Leur film a été vu en première mondiale au prestigieux festival Sundance. A croulé sous les prix en Norvège. Mais dans leur pays d'origine, la Russie, aucune chaîne de télévision n'a voulu diffuser Les leçons russes, que les documentaristes Olga Konskaya et Andreï Nekrasov ont tiré de la guerre russo-géorgienne de l'été 2008.

Il faut dire que dans leur documentaire de près de deux heures, tourné des deux côtés de la ligne de front, le couple de cinéastes s'évertue à démontrer comment une tonne de fausses informations, fournies par l'armée russe, ont été diffusées à la télévision par leurs compatriotes, mais aussi par la BBC et d'autres médias internationaux pendant le conflit. De la désinformation qui a permis à la Russie de prendre possession d'une partie de la Géorgie, un pays souverain, estime aujourd'hui Andreï Nekrasov, joint à Saint-Pétersbourg.

 

Images comparées

Reprenant des images des chaînes d'information russes et les comparant à celles qu'ils ont eux-mêmes tournées, les cinéastes démontrent comment des victimes géorgiennes de bombardements russes sur la ville de Gori ont été présentées comme étant des victimes d'une attaque géorgienne sur la petite république séparatiste d'Ossétie du Sud.

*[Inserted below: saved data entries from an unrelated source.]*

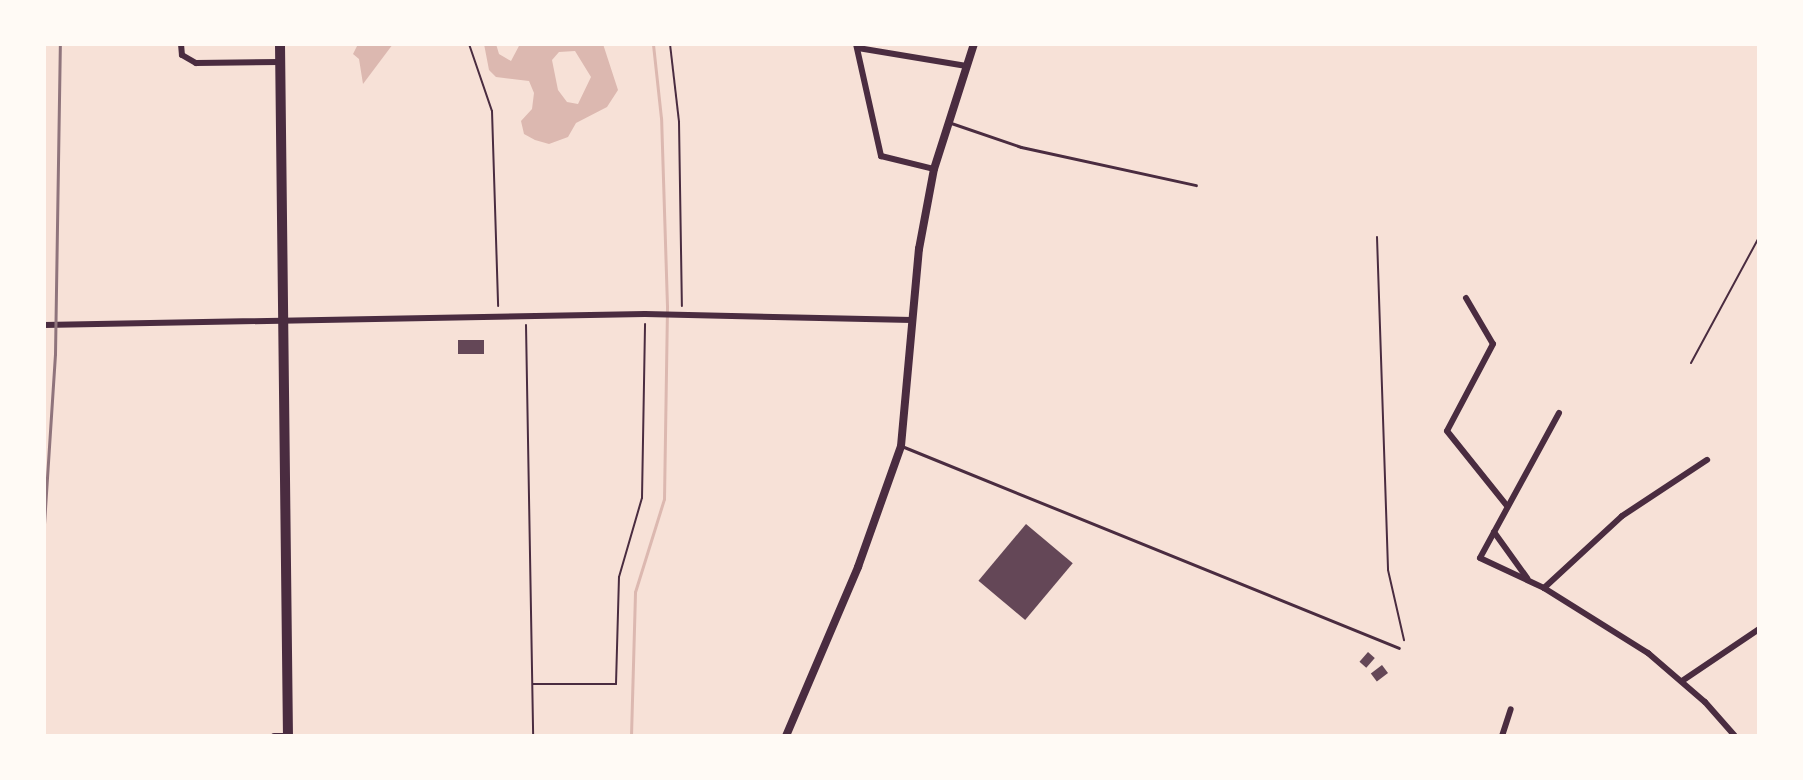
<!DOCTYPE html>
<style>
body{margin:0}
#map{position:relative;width:1803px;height:780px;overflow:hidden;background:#f7e1d7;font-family:Lora,serif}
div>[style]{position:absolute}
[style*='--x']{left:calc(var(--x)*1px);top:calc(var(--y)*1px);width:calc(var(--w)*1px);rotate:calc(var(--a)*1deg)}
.water>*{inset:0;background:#dcb8b0}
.stream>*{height:3px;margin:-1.5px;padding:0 1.5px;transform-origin:1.5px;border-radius:1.5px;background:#dcb8b0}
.building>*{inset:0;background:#644757;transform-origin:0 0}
.path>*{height:2px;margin:-1px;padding:0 1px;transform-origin:1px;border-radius:1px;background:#4a2c40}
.service>*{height:3px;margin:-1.5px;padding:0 1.5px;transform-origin:1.5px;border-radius:1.5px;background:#4a2c40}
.minor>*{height:6px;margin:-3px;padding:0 3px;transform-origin:3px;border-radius:3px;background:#4a2c40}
.tertiary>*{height:8px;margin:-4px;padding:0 4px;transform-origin:4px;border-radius:4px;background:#4a2c40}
.primary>*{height:10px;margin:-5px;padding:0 5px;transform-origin:5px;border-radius:5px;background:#4a2c40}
.rail>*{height:3px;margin:-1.5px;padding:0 1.5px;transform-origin:1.5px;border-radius:1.5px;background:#8f747c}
span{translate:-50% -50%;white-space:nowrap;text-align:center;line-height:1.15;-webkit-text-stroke:8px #fffaf5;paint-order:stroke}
.frame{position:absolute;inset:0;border:46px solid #fffaf5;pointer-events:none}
</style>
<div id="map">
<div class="water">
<i style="clip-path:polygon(358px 44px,393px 44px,363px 84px,359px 59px,353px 54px)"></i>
<i style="clip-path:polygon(evenodd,484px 44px,496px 44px,499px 54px,511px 61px,520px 44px,603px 44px,618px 90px,607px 107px,576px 123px,568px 137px,549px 144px,535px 140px,524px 134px,521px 121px,532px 109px,534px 93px,529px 81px,496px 77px,489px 70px,484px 44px,575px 51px,591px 77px,578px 104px,567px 102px,558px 90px,552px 60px,559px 52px,575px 51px)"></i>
</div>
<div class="stream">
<i style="--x:631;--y:736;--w:144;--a:-88.4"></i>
<i style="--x:635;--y:592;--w:97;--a:-72.7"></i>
<i style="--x:664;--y:499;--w:193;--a:-89.1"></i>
<i style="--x:667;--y:306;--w:188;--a:-91.8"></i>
<i style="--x:661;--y:118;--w:74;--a:-96.2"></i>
</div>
<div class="building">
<i style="left:458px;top:340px;width:26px;height:14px"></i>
<i style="left:1026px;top:524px;width:61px;height:74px;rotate:40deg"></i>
<i style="left:1368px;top:652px;width:9px;height:13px;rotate:41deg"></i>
<i style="left:1382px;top:665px;width:10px;height:14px;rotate:53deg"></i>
</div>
<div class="path">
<i style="--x:469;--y:44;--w:71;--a:71.1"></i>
<i style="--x:492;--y:111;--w:195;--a:88.2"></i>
<i style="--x:670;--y:44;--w:79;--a:83.4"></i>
<i style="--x:679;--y:122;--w:184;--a:89.1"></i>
<i style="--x:1377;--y:237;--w:333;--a:88.1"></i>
<i style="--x:1388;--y:570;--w:72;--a:77.1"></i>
<i style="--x:526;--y:325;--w:411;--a:89"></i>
<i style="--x:1691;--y:363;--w:143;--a:-61.6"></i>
<i style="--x:533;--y:684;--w:83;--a:0"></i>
<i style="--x:616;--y:684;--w:107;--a:-88.4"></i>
<i style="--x:619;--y:577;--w:82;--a:-73.8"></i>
<i style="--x:642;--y:498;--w:174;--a:-89"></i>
</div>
<div class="service">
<i style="--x:951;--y:123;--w:74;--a:18.9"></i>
<i style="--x:1021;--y:147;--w:179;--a:12.3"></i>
<i style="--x:904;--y:447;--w:534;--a:22.1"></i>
</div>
<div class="minor">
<i style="--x:181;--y:44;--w:11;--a:85"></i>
<i style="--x:182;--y:55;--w:16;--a:30"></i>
<i style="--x:196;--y:63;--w:84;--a:-0.7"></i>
<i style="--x:856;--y:44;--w:115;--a:77.4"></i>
<i style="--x:881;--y:156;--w:55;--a:13.8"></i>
<i style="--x:858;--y:48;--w:110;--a:9.4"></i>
<i style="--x:1466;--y:298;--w:53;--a:59.6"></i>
<i style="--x:1493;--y:344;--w:98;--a:117.9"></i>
<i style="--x:1447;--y:431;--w:96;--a:51.3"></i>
<i style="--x:44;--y:325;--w:601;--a:-1.05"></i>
<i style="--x:645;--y:314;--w:267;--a:1.3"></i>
<i style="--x:1559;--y:413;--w:165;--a:118.6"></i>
<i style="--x:1480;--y:558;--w:71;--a:25.1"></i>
<i style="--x:1544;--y:588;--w:123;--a:32"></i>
<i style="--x:1648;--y:653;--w:75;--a:40.7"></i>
<i style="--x:1705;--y:702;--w:45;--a:48.6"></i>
<i style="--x:1494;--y:532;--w:57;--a:54.3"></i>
<i style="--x:1544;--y:588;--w:106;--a:-42.7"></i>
<i style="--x:1622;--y:516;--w:102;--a:-33.4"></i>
<i style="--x:1682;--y:681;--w:93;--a:-34"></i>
<i style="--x:274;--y:736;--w:13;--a:0"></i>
<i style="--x:1502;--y:736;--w:28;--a:-72"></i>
</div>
<div class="tertiary">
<i style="--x:786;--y:736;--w:184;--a:-66.9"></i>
<i style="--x:858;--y:567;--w:128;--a:-70.4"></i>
<i style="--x:901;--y:446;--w:198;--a:-84.8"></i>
<i style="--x:919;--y:249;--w:81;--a:-79.4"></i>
<i style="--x:934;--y:169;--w:131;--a:-72.3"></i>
</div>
<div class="primary">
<i style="--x:280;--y:44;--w:692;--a:89.34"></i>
</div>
<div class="rail">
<i style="--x:44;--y:524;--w:170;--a:-86.3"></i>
<i style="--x:55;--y:354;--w:310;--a:-89.1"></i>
</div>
<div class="frame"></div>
</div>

Les documentaristes remettent aussi en cause la version des faits mise de l'avant par l'armée russe pour justifier le début de la guerre. Cette dernière prétendait devoir attaquer la Géorgie après que les forces armées géorgiennes eurent tué 2000 civils à Tskhinvali, chef-lieu de l'Ossétie du Sud. «Non seulement le chiffre de 2000 n'est pas correct, mais c'est un mensonge pur et dur. Selon nos vérifications, il y a eu entre 100 et 200 morts et la plupart n'étaient pas des civils, mais des combattants», remarque aujourd'hui Andreï Nekrasov, en notant que la plupart des femmes et des enfants avaient été secrètement évacués de la région ossète avant le début des affrontements. «Mais du côté géorgien, nous avons vu de véritables victimes civiles, mortes pendant les bombardements russes», soutient-il.

Dur combat

Le couple Nekrasov-Konskaya a consacré plusieurs films au contrôle de l'information depuis l'arrivée au pouvoir de Vladimir Poutine. L'un d'eux, relatant l'assassinat de l'agent-secret-devenu-journaliste Alexandre Litvinenko, a remporté les honneurs au Festival de Cannes.

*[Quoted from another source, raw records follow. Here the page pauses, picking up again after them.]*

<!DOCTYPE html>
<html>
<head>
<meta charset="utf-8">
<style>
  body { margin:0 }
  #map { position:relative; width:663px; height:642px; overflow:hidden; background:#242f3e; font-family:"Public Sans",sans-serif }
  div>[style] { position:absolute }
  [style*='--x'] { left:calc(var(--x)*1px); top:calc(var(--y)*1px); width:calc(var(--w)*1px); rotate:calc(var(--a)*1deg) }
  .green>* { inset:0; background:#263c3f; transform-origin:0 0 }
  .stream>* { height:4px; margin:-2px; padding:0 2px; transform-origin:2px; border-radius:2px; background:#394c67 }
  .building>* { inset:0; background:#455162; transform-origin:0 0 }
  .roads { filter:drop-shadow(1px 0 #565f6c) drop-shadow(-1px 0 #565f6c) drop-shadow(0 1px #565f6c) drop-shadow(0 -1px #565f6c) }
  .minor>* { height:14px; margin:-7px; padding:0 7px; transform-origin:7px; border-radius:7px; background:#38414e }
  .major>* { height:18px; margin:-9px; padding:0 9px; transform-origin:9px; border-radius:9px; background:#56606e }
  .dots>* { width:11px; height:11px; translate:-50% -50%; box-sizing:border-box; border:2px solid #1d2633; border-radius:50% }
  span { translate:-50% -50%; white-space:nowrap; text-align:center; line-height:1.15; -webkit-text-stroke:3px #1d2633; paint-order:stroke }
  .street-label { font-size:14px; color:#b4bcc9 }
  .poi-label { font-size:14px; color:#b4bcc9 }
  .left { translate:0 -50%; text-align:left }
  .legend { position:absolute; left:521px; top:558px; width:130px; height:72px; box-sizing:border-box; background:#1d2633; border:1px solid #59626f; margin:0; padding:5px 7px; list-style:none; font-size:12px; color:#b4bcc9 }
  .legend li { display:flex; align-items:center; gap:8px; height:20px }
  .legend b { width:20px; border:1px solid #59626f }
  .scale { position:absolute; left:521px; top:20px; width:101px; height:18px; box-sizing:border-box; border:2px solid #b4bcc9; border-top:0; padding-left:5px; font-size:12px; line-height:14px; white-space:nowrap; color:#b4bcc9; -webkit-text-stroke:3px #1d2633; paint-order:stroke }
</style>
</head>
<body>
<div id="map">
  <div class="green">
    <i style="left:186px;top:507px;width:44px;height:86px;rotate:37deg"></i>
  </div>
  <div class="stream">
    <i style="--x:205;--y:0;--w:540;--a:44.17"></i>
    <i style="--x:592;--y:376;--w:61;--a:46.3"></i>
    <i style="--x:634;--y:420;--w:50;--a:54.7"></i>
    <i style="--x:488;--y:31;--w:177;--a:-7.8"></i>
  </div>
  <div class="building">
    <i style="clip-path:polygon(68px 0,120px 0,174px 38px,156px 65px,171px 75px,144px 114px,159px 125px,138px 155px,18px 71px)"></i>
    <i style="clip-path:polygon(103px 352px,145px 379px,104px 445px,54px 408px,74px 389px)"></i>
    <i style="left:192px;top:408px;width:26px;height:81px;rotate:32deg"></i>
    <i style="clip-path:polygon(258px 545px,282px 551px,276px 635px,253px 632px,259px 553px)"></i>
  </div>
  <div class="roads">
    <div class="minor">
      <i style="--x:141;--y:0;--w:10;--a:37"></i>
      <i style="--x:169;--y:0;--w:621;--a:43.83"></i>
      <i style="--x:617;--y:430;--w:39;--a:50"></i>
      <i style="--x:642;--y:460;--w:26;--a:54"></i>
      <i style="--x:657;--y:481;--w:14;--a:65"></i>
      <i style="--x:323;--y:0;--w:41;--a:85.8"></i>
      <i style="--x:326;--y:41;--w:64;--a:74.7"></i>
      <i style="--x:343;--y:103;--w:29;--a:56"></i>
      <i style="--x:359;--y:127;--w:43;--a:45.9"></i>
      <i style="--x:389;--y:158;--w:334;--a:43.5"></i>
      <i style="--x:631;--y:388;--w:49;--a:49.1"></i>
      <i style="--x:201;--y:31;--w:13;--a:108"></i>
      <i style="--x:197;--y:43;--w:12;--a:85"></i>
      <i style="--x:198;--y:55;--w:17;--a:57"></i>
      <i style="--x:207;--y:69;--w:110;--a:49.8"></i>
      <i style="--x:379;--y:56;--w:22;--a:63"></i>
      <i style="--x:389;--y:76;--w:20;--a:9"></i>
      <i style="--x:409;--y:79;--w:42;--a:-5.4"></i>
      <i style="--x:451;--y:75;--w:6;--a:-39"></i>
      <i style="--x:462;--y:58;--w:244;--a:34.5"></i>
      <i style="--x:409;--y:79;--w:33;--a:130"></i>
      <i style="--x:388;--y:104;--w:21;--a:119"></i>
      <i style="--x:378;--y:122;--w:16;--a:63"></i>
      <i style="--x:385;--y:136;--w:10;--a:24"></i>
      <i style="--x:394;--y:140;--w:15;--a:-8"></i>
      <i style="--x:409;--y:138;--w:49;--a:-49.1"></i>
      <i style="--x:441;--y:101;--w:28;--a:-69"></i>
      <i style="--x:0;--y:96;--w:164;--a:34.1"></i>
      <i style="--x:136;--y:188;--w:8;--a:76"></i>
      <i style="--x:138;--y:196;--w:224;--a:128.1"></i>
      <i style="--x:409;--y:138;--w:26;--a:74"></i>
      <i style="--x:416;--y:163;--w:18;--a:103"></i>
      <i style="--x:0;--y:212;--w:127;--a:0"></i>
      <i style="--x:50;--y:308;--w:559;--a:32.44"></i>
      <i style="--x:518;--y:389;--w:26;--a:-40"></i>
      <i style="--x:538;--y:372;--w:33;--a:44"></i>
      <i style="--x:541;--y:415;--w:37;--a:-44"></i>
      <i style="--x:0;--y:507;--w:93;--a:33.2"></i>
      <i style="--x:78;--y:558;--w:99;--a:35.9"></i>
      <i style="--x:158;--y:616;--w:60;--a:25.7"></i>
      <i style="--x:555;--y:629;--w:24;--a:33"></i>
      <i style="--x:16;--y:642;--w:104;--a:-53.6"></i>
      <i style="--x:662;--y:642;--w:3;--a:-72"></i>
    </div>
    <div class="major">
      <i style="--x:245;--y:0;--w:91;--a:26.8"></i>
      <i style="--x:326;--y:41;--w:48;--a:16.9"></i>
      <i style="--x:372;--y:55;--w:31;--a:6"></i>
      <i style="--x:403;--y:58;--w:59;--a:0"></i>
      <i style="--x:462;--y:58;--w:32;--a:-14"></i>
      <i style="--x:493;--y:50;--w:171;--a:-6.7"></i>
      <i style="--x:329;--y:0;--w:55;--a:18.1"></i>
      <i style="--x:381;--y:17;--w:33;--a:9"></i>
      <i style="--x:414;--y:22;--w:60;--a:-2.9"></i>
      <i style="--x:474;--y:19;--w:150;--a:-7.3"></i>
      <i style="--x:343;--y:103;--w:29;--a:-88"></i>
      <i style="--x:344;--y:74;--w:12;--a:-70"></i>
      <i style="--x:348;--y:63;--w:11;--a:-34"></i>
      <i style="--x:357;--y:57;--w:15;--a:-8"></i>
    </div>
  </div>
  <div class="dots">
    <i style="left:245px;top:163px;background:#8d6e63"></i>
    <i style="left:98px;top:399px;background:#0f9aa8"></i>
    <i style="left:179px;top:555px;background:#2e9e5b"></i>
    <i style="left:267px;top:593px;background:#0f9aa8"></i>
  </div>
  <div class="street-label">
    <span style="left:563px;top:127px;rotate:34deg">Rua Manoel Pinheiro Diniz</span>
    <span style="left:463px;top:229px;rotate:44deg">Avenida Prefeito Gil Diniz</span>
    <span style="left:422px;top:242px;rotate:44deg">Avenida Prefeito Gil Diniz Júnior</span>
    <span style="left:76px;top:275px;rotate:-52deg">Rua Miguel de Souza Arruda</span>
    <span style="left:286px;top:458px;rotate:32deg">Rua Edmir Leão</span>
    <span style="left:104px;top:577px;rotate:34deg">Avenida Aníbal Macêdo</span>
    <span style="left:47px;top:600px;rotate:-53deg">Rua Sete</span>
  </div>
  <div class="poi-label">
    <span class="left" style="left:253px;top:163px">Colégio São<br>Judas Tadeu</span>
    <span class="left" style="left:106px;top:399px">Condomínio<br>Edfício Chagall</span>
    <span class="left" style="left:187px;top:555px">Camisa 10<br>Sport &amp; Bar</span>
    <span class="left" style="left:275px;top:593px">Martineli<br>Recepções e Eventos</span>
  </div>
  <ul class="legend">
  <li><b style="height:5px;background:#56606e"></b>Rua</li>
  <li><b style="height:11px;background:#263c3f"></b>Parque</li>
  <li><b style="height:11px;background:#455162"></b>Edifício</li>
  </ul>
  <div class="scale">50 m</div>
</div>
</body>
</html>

Mais tout comme Les leçons russes, présenté cette semaine aux Rencontres internationales du documentaire de Montréal, les films contestataires du duo n'ont pas trouvé de diffuseur en Russie, mais ont plutôt été vus sur le web et lors de projections privées. «Nos films ont été vus par des convertis, mais ont eu un impact sur l'opposition grandissante au régime Poutine», explique Andreï Nekrasov, qui est aujourd'hui une des figures de proue de ce mouvement de contestation.

Son épouse, Olga Konskaya, actrice et productrice accomplie, était aussi une ardente militante des droits de l'homme. Elle a succombé au cancer à 44 ans alors qu'elle travaillait au montage des Leçons russes, le premier film dont elle assumait la réalisation.